De zaak XXXX t. Commissaris-generaal voor de Vluchtelingen en de Staatlozen betreft een prejudiciële beslissing omtrent de uitlegging van de artikelen 18 en 24 van het Handvest van de grondrechten van de Europese Unie (hierna: “Handvest”), de artikelen 2, 20, 23 en 31 van richtlijn 2011/95/EU van het Europees Parlement en de Raad van 13 december 2011 inzake normen voor de erkenning van onderdanen van derde landen of staatlozen als personen die internationale bescherming genieten, voor een uniforme status voor vluchtelingen of voor personen die in aanmerking komen voor subsidiaire bescherming, en voor de inhoud van de verleende bescherming (hierna: “richtlijn 2011/95/EU”) alsook artikel 25, lid 6, en artikel 33, lid 2, onder a), van richtlijn 2013/32/EU van het Europees Parlement en de Raad van 26 juni 2013 betreffende gemeenschappelijke procedures voor de toekenning en intrekking van de internationale bescherming (hierna: “richtlijn 2013/32/EU”).
De verzoeker in het hoofgeding had in 2015 in Oostenrijk de vluchtelingenstatus verkregen. Begin 2016 verhuisde hij naar België om zich te voegen bij zijn twee dochters, van wie één minderjarig was. In december 2016 werd aan zijn dochters subsidiaire bescherming toegekend in België. In 2018 heeft de verzoeker in het hoofdgeding een aanvraag om internationale bescherming in België ingediend. Dit verzoek werd echter niet-ontvankelijk verklaard door de Commissaris-generaal voor de Vluchtelingen en de Staatlozen op grond van de Belgische wet tot omzetting van richtlijn 2013/32/EU, omdat de betrokkene reeds internationale bescherming had verkregen in een andere lidstaat, namelijk Oostenrijk. De verzoeker heeft deze afwijzende beslissing aangevochten voor de Belgische rechterlijke instanties met het betoog dat de eerbiediging van de eenheid van het gezin en de noodzaak om rekening te houden met het belang van het kind, die zijn neergelegd in respectievelijk artikel 7 en artikel 24, lid 2 van het Handvest, eraan in de weg staan dat België gebruik maakt van zijn mogelijkheid om het verzoek om internationale bescherming niet-ontvankelijk te verklaren. België erkende reeds dat de verzoeker, als enige gezinslid dat bij het kind aanwezig is, het ouderlijk gezag heeft over het kind. In deze context heeft de Raad van State (België) het Hof van Justitie prejudiciële vragen gesteld over de uitzonderingen op de mogelijkheid om het verzoek om internationale bescherming niet-ontvankelijk te verklaren.

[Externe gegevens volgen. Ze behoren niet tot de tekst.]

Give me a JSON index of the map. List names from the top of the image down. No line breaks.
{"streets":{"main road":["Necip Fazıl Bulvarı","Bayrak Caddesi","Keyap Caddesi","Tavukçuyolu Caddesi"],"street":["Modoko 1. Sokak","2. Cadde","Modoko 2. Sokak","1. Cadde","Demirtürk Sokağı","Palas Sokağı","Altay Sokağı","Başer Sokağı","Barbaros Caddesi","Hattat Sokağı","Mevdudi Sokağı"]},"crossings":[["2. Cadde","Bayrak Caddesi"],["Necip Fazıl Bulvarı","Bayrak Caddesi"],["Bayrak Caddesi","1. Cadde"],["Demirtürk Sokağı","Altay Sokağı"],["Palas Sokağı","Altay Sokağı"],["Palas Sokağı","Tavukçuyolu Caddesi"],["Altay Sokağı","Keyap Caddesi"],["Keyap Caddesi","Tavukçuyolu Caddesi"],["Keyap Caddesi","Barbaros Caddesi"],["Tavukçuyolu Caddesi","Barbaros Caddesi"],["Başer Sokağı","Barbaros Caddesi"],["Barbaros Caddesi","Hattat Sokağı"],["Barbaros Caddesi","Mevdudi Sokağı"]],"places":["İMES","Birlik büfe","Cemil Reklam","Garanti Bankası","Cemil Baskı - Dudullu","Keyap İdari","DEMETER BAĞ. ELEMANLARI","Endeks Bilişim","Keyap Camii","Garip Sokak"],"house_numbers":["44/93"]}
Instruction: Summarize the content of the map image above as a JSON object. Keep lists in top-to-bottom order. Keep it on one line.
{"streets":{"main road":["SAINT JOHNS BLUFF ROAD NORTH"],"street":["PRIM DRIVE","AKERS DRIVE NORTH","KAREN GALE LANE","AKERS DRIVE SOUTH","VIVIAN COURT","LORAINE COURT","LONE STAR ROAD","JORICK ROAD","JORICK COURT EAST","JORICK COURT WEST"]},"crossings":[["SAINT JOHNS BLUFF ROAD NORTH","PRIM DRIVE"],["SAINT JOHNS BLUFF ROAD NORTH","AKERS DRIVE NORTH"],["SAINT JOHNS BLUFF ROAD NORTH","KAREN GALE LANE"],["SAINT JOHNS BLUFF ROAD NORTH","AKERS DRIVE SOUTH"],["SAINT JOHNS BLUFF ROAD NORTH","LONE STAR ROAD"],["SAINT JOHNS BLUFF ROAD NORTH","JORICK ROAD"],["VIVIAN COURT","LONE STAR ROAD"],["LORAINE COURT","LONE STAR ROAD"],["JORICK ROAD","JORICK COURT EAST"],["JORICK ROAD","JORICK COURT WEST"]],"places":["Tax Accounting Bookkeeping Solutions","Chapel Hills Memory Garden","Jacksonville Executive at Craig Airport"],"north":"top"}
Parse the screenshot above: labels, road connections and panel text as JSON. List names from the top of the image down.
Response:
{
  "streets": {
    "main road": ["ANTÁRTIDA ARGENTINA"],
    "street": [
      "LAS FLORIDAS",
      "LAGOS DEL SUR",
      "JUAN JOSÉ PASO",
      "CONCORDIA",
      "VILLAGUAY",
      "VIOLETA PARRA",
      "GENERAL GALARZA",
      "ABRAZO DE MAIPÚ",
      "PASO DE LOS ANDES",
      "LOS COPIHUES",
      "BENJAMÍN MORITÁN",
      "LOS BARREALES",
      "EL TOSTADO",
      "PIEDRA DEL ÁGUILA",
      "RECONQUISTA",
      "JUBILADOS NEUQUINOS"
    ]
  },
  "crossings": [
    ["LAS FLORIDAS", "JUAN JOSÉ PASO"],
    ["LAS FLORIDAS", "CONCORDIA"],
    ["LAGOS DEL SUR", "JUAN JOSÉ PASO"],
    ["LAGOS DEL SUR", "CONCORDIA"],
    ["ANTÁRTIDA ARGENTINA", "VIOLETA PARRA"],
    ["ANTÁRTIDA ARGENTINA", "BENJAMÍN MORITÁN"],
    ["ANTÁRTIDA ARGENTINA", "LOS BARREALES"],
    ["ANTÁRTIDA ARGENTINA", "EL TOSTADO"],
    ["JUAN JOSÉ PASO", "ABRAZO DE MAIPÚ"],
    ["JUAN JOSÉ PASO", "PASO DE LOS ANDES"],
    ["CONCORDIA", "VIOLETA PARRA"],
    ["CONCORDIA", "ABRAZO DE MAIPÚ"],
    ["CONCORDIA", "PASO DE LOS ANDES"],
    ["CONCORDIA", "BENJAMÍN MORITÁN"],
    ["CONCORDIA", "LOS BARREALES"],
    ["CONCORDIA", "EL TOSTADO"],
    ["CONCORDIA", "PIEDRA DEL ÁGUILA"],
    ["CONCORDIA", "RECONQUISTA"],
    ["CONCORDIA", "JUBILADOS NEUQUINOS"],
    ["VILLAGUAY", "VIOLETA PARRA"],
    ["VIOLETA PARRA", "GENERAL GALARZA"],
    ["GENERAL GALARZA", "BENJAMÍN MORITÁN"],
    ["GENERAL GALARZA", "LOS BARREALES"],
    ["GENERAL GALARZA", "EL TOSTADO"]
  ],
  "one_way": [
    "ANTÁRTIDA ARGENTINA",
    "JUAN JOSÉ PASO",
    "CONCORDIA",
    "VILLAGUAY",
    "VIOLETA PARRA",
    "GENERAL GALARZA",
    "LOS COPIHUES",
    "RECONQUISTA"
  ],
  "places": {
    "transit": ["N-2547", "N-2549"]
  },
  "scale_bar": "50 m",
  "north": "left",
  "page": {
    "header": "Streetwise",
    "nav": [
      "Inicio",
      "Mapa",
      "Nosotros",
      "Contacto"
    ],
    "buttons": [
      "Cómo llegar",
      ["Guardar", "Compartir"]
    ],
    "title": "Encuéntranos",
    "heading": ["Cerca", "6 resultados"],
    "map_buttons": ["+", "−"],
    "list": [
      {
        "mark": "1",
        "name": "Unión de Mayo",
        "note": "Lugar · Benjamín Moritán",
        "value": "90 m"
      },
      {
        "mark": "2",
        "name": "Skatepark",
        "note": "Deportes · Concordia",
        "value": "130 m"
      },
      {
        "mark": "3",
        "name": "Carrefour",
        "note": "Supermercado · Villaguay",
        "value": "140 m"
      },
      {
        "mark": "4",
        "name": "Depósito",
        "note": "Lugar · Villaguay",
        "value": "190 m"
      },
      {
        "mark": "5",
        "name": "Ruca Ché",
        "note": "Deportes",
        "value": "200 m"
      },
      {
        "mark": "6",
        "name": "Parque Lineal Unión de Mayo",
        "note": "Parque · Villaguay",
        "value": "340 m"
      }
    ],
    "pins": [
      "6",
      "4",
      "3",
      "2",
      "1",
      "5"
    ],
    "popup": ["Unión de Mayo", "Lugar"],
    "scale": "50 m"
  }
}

Allereerst benadrukt de Grote Kamer van het Hof dat de lidstaten op grond van richtlijn 2011/95/EU niet verplicht zijn om na te gaan of een verzoeker voldoet aan de voorwaarden om aanspraak te kunnen maken op internationale bescherming, wanneer in een andere lidstaat reeds in een dergelijke bescherming is voorzien. In dergelijke omstandigheden kunnen lidstaten alleen in zeer uitzonderlijke omstandigheden geen gebruik maken van de mogelijkheid om het verzoek niet-ontvankelijk te verklaren, gelet op het belang van het beginsel van wederzijds vertrouwen tussen EU lidstaten voor het gemeenschappelijk Europees asielstelsel. Dit is beperkt tot het geval waarin er zwaarwegende en op feiten berustende gronden bestaan om aan te nemen dat de voorzienbare levensomstandigheden van die verzoeker hem blootstellen aan een reëel risico op een onmenselijke of vernederende behandeling in de zin van artikel 4 van het Handvest, ten gevolge van tekortkomingen die hetzij structureel of fundamenteel zijn, hetzij bepaalde groepen personen raken.
Daarentegen stelt het Hof dat een schending van een bepaling van Unierecht waarbij de begunstigden van internationale bescherming een materieel recht wordt toegekend, zonder dat hierbij dit artikel 4 van het Handvest wordt geschonden, de lidstaten niet belet om gebruik te maken van de mogelijkheid om het verzoek niet-ontvankelijk te verklaren. In tegenstelling tot het verbod vervat in artikel 4 van het Handvest, hebben de door de artikelen 7 en 24 van het Handvest gewaarborgde rechten immers geen absoluut karakter.
Daarnaast preciseert het Hof echter dat richtlijn 2011/95/EU de lidstaten verplicht om de handhaving van de eenheid van het gezin te waarborgen door een aantal voordelen te bieden aan de gezinsleden van een persoon die internationale bescherming geniet. Voor de toekenning van deze voordelen, die onder meer een verblijfsrecht omvatten, moet evenwel aan drie voorwaarden zijn voldaan.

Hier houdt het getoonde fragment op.